Kiribati culture showcased in New Zealand
An exhibition referencing issues facing Kiribati like climate change, over-population and threats to traditional cultures is touring New Zealand.
An exhibition referencing issues facing Kiribati including climate change, over-population and threats to traditional cultures is touring New Zealand.
'Tungaru: The Kiribati Project' is a collaboration between New Zealand artists Chris Charteris and Jeff Smith and incorporates sculpture, photography and interactive video.
The project was born out of Mr Charteris's desire to return to his ancestral homeland Kiribati for the first time.
One artwork is Te Ma, a 7.5 metre construction of Venus shells in the form of a traditional Kiribati heart-shaped fish trap.
Mr Charteris told Mary Baines about the inspiration behind his works.
CHRIS CHARTERIS: I was looking at things that were unique to Kiribati, you know, particular forms or traditions. When thinking about the exhibition we wanted to showcase and to highlight Kiribati culture. One thing we saw quite early on were these big fish traps, which is quite a unique device, which I have made out of shells as a centrepiece for the show. And the materials I have chosen to use for the exhibition all relate to Kiribati culture. The islands are very limited in resources. In Kiribati, there's coconuts, there's shells, there's pandanas and coconut string. So I limited myself to using materials that are found there. So I brought some materials back, pandanas mats, which I've kind of overlaid with patterns that I've made up symbols for. Their life would probably be very difficult without coconuts and so I've used quite a lot of coconut shell in the show and there's one work which is dedicated to the coconut, it's like a tribute to the coconut.

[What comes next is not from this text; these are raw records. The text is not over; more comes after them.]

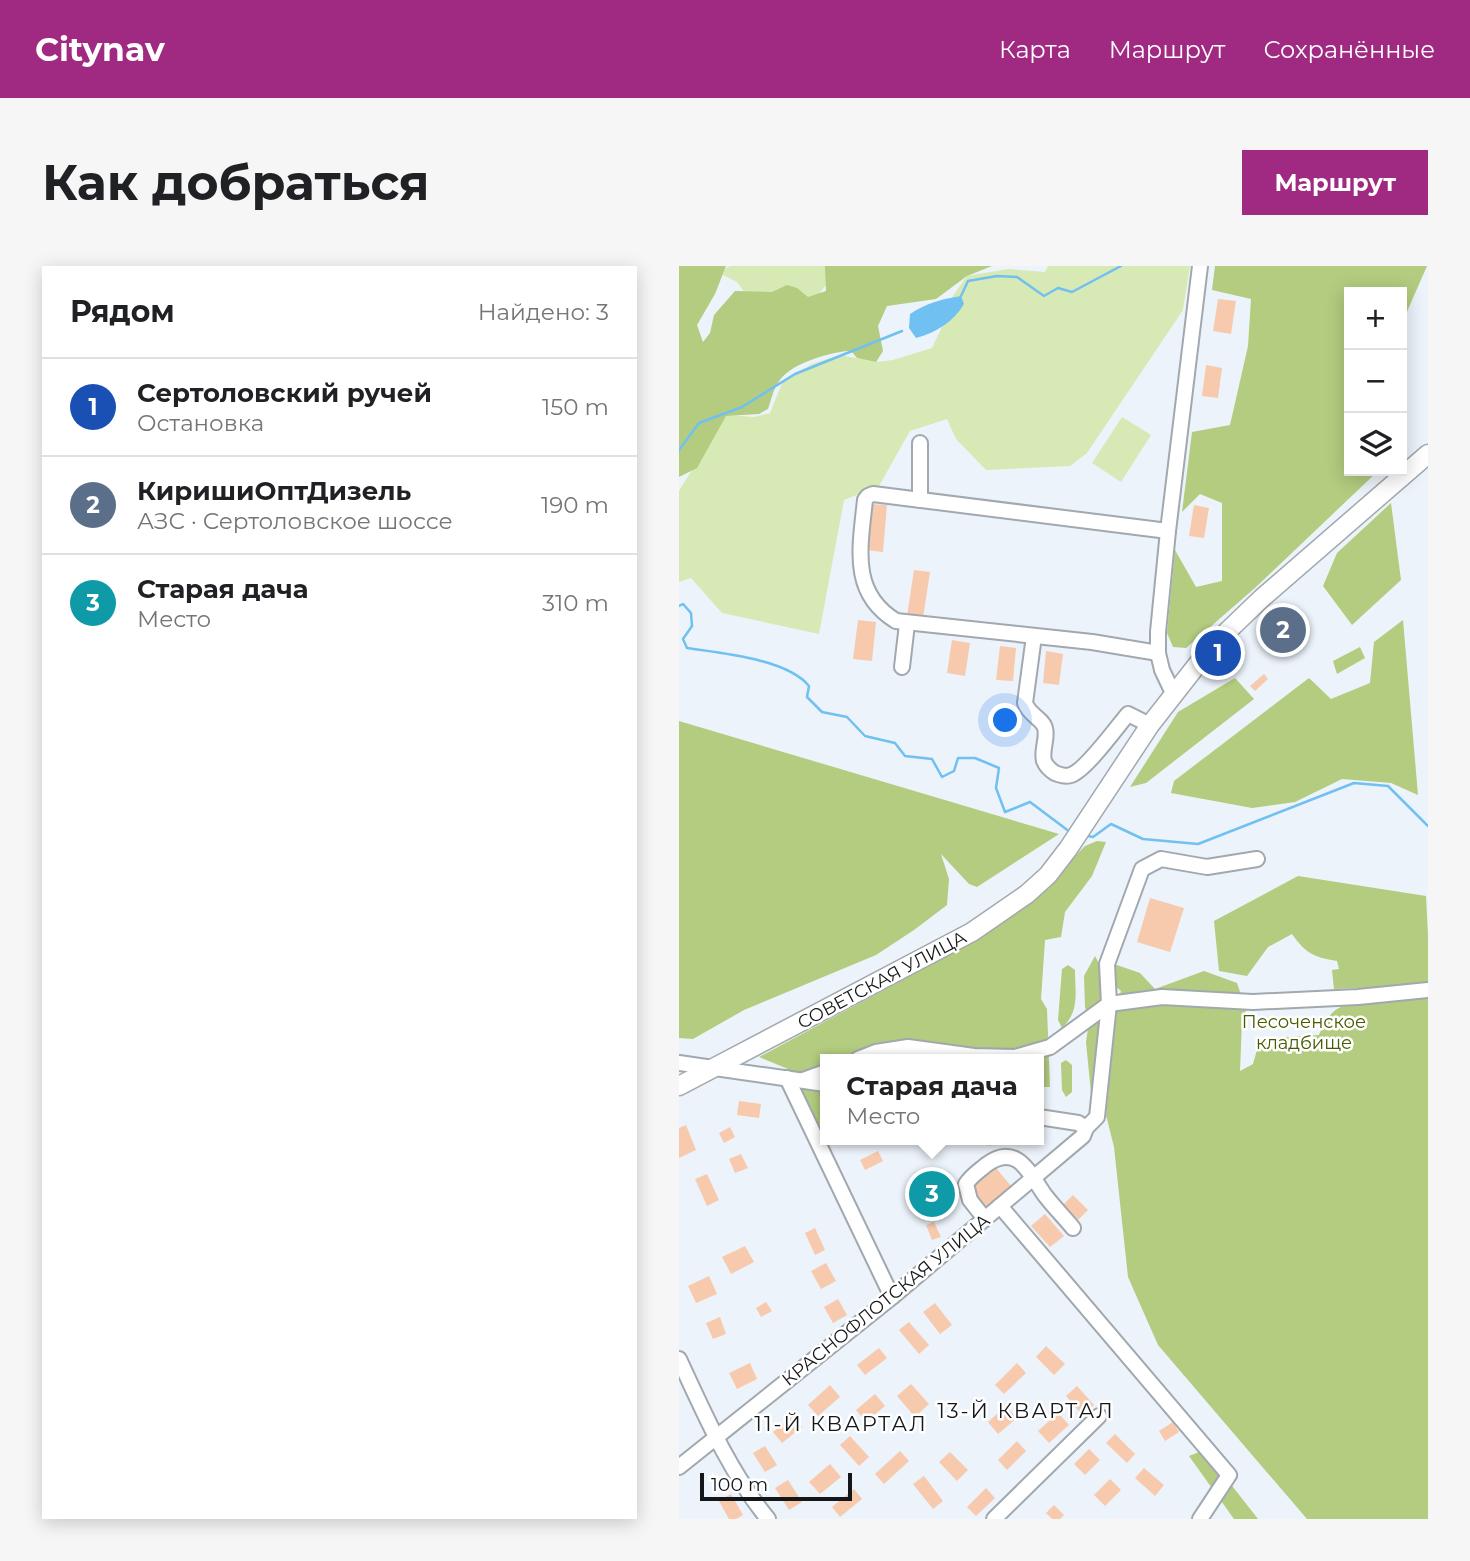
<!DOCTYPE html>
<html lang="ru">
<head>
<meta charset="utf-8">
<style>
	:root { --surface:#fff; --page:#f6f6f6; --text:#202124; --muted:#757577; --line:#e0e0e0; --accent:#a02a82 }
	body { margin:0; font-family:Montserrat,sans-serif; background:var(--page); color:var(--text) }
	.controls { position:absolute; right:21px; top:21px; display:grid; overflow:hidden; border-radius:0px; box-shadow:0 4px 18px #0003 }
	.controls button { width:63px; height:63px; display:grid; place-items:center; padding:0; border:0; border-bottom:2px solid var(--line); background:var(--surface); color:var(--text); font:35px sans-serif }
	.scale { position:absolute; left:21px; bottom:18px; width:152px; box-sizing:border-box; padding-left:7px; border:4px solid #141719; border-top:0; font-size:19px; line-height:24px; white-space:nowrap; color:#141719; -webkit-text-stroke:5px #fff; paint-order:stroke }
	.you { position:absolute; left:327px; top:455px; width:24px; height:24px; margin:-18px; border:5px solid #fff; border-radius:50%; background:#1a73e8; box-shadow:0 0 0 10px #1a73e833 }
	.badge { display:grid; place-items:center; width:46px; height:46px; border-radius:50%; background:var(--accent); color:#fff; font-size:23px; font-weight:700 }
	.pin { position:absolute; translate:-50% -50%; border:4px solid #fff; box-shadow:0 2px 7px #0006 }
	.popup { position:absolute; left:141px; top:788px; width:224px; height:91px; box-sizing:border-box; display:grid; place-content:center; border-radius:0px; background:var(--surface); filter:drop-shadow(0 2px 5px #0005); font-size:23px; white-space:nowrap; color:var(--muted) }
	.popup b { font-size:26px; color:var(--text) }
	.popup::after { content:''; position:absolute; left:50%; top:100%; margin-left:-14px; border:14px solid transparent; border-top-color:var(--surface) }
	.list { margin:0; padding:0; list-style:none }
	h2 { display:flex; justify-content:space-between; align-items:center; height:91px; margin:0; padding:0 28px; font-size:30px }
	h2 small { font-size:23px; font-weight:400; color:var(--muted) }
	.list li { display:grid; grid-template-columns:46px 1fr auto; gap:21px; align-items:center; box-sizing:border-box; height:98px; padding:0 28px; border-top:2px solid var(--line) }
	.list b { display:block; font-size:26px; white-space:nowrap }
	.list p { margin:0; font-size:23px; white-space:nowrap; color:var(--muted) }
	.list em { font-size:23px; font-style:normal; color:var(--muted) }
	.icon { flex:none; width:38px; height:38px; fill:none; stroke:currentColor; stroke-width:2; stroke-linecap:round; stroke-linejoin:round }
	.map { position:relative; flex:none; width:749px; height:1253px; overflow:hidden; border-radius:0px }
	header { display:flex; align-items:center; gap:42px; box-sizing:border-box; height:98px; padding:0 35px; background:var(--accent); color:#fff }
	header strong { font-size:33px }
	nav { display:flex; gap:38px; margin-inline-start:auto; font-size:24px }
	.intro { display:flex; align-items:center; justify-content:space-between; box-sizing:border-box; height:168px; padding:0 42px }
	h1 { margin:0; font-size:49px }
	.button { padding:18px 32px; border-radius:0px; background:var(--accent); color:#fff; font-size:24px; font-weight:700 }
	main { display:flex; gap:42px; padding:0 42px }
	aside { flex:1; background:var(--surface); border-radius:0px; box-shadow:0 4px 18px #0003 }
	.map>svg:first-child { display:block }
	.green { fill:#d7e9b5 }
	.forest { fill:#b3cc7f }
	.water { fill:#70c0f1 }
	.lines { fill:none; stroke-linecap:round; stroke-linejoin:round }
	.stream { stroke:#70c0f1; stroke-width:2.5 }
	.building { fill:#f7caae }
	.minor-casing { stroke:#a1a8ae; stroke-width:18 }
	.major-casing { stroke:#a1a8ae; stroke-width:21 }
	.minor { stroke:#fff; stroke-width:14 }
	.major { stroke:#fff; stroke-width:18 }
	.labels { text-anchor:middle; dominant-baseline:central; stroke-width:5; stroke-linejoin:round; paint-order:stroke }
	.street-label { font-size:18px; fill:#141719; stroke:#fff }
	.park-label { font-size:18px; fill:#475c01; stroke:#fff }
	.quarter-label { font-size:21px; letter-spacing:2px; fill:#141719; stroke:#fff }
</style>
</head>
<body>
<header>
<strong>Citynav</strong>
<nav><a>Карта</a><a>Маршрут</a><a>Сохранённые</a></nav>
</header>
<div class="intro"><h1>Как добраться</h1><a class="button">Маршрут</a></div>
<main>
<aside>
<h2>Рядом<small>Найдено: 3</small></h2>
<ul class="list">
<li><span class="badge" style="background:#1a4fb4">1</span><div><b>Сертоловский ручей</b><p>Остановка</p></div><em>150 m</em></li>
<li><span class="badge" style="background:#5c6f8a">2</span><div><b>КиришиОптДизель</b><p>АЗС · Сертоловское шоссе</p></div><em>190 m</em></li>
<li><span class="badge" style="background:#0f9aa8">3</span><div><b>Старая дача</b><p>Место</p></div><em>310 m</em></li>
</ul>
</aside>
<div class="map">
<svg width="749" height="1253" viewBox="0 0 749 1253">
	<rect width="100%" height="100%" fill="#ecf3fa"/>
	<g class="green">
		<path d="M51,0h211l-86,42 -29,-23 -20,25 -59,-14 -10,-14 -14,-7 2,-6z"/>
		<path d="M369,0h142l-7,44 -96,143 -17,13 -84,4 -30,-31 -9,-20 -37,12 -31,55 -35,14 -25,134 -97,-21 -31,-35 -12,4v-91l47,-76 28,2 16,-4 13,-32 29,-17 28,-9 36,7 17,-2 39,-12 14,-30 -3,-8 24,-34 41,-7 37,3z"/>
		<path d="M443,151l29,18 -30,47 -29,-19z"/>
	</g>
	<g class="forest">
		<path d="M0,0h47l-11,28 -18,31 6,17 7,-9 4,-18 21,-24 37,1 15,-7 10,3 11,9 18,-6 -1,-25h167l-25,10 -31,23 -49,7 -9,20 5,25 -7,11 -19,-4 -5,-6 -5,-1c-19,2 -59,13 -69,32 -5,7 -7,18 -10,26l-9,5 -33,2 -29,52 -18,9z"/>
		<path d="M536,0h212l-25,57v-31h-53v179h29l-122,116 -70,61 -13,-1 -6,-14 8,-83 21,37 26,-6v-78l-22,-9 -18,18 10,-80 38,-7 18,-79 3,-47 -39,-9z"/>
		<path d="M712,237l10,77 -49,45 -29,-39 14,-33z"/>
		<path d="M724,354l15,175 -27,-12 -49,-4 -47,23 -43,6 -81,-15 3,-12 135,-103 22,21 39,-16 4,-41z"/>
		<path d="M681,381l5,11 -28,16 -4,-13z"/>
		<path d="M556,412l19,21 -108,84 -16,4 48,-75z"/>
		<path d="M0,455l380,113 -82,53 -8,-3 -28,-30 8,25 -2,26 -33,25 -38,25 -132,55 -51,29 -14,-1z"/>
		<path d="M418,575l9,1 -14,34 -27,36 -4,25 -16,3 -4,59 6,10 3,78h-11v-28h-214v66l-7,-1 -30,-55 -29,-12 190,-102 90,-63 46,-46z"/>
		<path d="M619,610l128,20 2,39v584h-121l-149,-174 -30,-68 -14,-130 -8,-32 3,-28v-54l12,-42 -13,-11 3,-17 29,10 15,16 49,-18 33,12 9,27 -4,11 -2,50 13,-7 7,-25 59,-4c14,-36 32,-31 66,-37l-1,-11 -50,2 -2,-19 7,-1 -2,-8c-23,-4 -31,-7 -45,-27l-24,13 -21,29 -28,-5 -5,-50z"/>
		<path d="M416,690l8,15 -3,14 7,32 -10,77 -6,-1 -5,-51 3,-20 -4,-15 -1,-31z"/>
		<path d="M389,699l7,5c0,23 5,41 -13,58l-4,-8 4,-51z"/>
		<path d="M387,794l6,5v27l-6,5 -4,-7 -1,-27z"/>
		<path d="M525,1184l54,69h-24l-45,-63z"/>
	</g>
	<path class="water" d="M282,30l3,8c-10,17 -28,29 -48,34l-7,-10 1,-14c16,-11 33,-15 51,-18z"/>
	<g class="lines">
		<g class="stream">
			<path d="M282,30l7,-15 29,-5 20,1 27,19 14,-8 14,4 49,-26"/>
			<path d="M0,184l20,-27 43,-16 53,-33 107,-43"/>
			<path d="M0,340l4,-2 8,9 1,13 -9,13 4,9c34,5 100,11 122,38l-2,11 15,15 25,5 18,19 30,7 10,13 27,3 10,18 12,-6 4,-13h17l24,10 -3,20 9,24 25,-10 40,30"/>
			<path d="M404,569l10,2 18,-13 32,15 55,5 156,-61 34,3 40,40"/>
		</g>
	</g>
	<g class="building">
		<path d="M539,33l18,2 -5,33 -18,-3z"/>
		<path d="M527,99l16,3 -4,30 -16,-2z"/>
		<path d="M191,238l17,1 -4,47 -17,-2z"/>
		<path d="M515,239l15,3 -5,30 -15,-2z"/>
		<path d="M235,304l16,2 -7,46 -16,-2z"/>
		<path d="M179,354l18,2 -4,39 -19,-2z"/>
		<path d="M604,354l9,7 -10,13 -9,-7z"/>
		<path d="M273,374l18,3 -5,33 -18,-3z"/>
		<path d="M321,380l16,2 -3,33 -17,-1z"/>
		<path d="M367,385l17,3 -4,31 -16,-2z"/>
		<path d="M585,408l4,5 -13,12 -5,-5z"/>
		<path d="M471,632l34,10 -14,44 -33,-10z"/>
		<path d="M60,835l22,3 -2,14 -22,-3z"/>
		<path d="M7,859l10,25 -17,8v-30z"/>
		<path d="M51,861l5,10 -11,6 -5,-10z"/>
		<path d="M280,874h33l-1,6z"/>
		<path d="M199,885l5,10 -18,9 -5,-10z"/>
		<path d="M62,888l7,14 -13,5 -6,-14z"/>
		<path d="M317,902l15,18 -27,22 -14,-19z"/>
		<path d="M28,908l12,26 -12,6 -12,-27z"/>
		<path d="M261,912l9,14 -27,17 -9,-14z"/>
		<path d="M394,929l15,15 -10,10 -15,-15z"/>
		<path d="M366,948l19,22 -14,11 -19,-21z"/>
		<path d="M255,956l7,15 -9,3 -6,-15z"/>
		<path d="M136,962l10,22 -10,5 -10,-22z"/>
		<path d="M66,980l9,16 -23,12 -9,-17z"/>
		<path d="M147,997l10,18 -15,8 -10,-18z"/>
		<path d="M30,1010l8,18 -21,9 -8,-17z"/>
		<path d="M159,1033l9,16 -14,8 -9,-16z"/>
		<path d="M87,1036l6,9 -11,6 -5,-9z"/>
		<path d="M256,1037l17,22 -12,9 -17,-22z"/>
		<path d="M41,1051l6,17 -13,5 -7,-16z"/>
		<path d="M230,1056l20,23 -10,9 -20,-24z"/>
		<path d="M367,1080l19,18 -11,11 -18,-18z"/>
		<path d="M200,1082l8,10 -22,17 -8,-10z"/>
		<path d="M71,1097l7,16 -20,10 -8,-16z"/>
		<path d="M338,1097l9,10 -22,21 -9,-9z"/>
		<path d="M232,1118l18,20 -14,13 -18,-21z"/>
		<path d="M151,1119l10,12 -22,19 -10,-11z"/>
		<path d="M398,1120l17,19 -11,11 -17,-20z"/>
		<path d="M196,1128l10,12 -19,16 -10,-12z"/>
		<path d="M327,1140l11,12 -19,16 -10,-12z"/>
		<path d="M379,1147l11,12 -20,18 -11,-12z"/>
		<path d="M113,1150l10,11 -20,16 -9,-11z"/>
		<path d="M494,1156l6,10 -14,9 -6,-10z"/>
		<path d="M436,1168l20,20 -8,9 -21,-20z"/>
		<path d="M171,1170l19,21 -10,9 -19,-21z"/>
		<path d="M338,1175l9,10 -19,19 -9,-10z"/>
		<path d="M86,1180l12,19 -12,7 -12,-19z"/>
		<path d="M410,1183l11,11 -15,15 -11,-11z"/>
		<path d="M221,1185l9,10 -25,23 -9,-10z"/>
		<path d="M271,1186l18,18 -11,11 -18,-19z"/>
		<path d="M151,1198l11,13 -21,17 -11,-12z"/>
		<path d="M465,1202l20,17 -9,11 -20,-18z"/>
		<path d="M245,1210l19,25 -10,8 -20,-25z"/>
		<path d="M431,1213l11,11 -16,16 -11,-11z"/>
		<path d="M109,1214l14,22 -13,8 -14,-22z"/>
		<path d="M307,1222l9,10 -19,18 -9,-9z"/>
		<path d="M175,1223l8,10 -22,18 -8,-10z"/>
		<path d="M52,1228l12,21 -7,4h-7l-10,-18z"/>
		<path d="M375,1239l10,10 -4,4h-8l-6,-6z"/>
	</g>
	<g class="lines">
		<g class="minor-casing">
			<g id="minor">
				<path d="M241,234v-57"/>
				<path d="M355,370l-9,67c4,12 18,16 20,25 3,11 -4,22 -1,33 2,5 6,9 11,12 5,2 11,4 16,2 15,-5 45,-47 57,-61l22,11"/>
				<path d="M479,387l-66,-11 -196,-21c-46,-28 -36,-73 -31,-121l3,-4 5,-2 295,37"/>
				<path d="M223,401l5,-43"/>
				<path d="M494,427l-11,-23 -4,-17v-21l10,-101 32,-265"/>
				<path d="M179,793l18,-7 32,-5 66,9 41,1 35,-10 59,-43 53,-7 91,5 105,-5 70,-7"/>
				<path d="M0,797l146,21"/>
				<path d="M108,812l105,219"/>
				<path d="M124,814l22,-8"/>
				<path d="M360,851l39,6 8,5"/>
				<path d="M321,940l229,269 -29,44"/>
				<path d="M306,953l-15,-19 -4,-16c5,-8 13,-13 20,-19 30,-23 43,7 58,29 9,12 20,23 29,34"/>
				<path d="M0,1093c26,56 50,112 89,160"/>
				<path d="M0,1201l213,-170 191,-161 3,-8 11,-11 12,-113 -2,-40 35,-95 19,-10 46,8 50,-8"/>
				<path d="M315,1253l105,-103"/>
			</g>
		</g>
		<g class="major-casing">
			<path id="major" d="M0,820l293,-154 55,-38 21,-19 20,-26 82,-124 61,-78 51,-49 166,-144"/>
		</g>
		<use href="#minor" class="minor"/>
		<use href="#major" class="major"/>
	</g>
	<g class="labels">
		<g class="street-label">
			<text transform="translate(203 714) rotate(-28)">СОВЕТСКАЯ УЛИЦА</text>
			<text transform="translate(207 1034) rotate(-39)">КРАСНОФЛОТСКАЯ УЛИЦА</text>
		</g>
		<g class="park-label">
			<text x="625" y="756">Песоченское<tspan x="625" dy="21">кладбище</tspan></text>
		</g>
		<g class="quarter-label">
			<text x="347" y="1144">13-Й КВАРТАЛ</text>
			<text x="162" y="1157">11-Й КВАРТАЛ</text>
		</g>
	</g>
</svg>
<div class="controls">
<button>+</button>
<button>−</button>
<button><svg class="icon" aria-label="layers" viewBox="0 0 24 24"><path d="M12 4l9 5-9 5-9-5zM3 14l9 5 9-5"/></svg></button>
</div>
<div class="scale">100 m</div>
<div class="you"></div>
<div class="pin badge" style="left:539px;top:387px;background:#1a4fb4">1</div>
<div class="pin badge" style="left:604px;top:364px;background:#5c6f8a">2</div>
<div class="pin badge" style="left:253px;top:928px;background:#0f9aa8">3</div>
<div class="popup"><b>Старая дача</b>Место</div>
</div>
</main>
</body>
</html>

MARY BAINES: And I understand there are some interactive warriors?
CC: Yes. So Jeff, who came with us, Jeff Smith, he came to Kiribati and documented everything. So one of the things he's done is built these big Kiribati warriors which are wearing these coconut fibre suits or suits of armour, which is very unique to Kiribati. I think they are about life size or maybe a bit bigger. So basically you stand in front of a wall and these sensors pick up where you are and suddenly there's a Kiribati warrior that pops up on the wall and they mimic your movements.
MB: So what's the purpose of the exhibition, is it to preserve Kiribati culture in a way or to, you know, bring awareness to New Zealanders who might be interested?
CC: To raise awareness about our Kiribati neighbours, to highlight Kiribati culture. It was also was a way of connecting Kiribati communities and bring them into these institutional areas for the Kiribati community to share their culture with the wider community.
The exhibition will tour a number of New Zealand galleries, and is currently at Pataka in Porirua where it will run until 7th of June.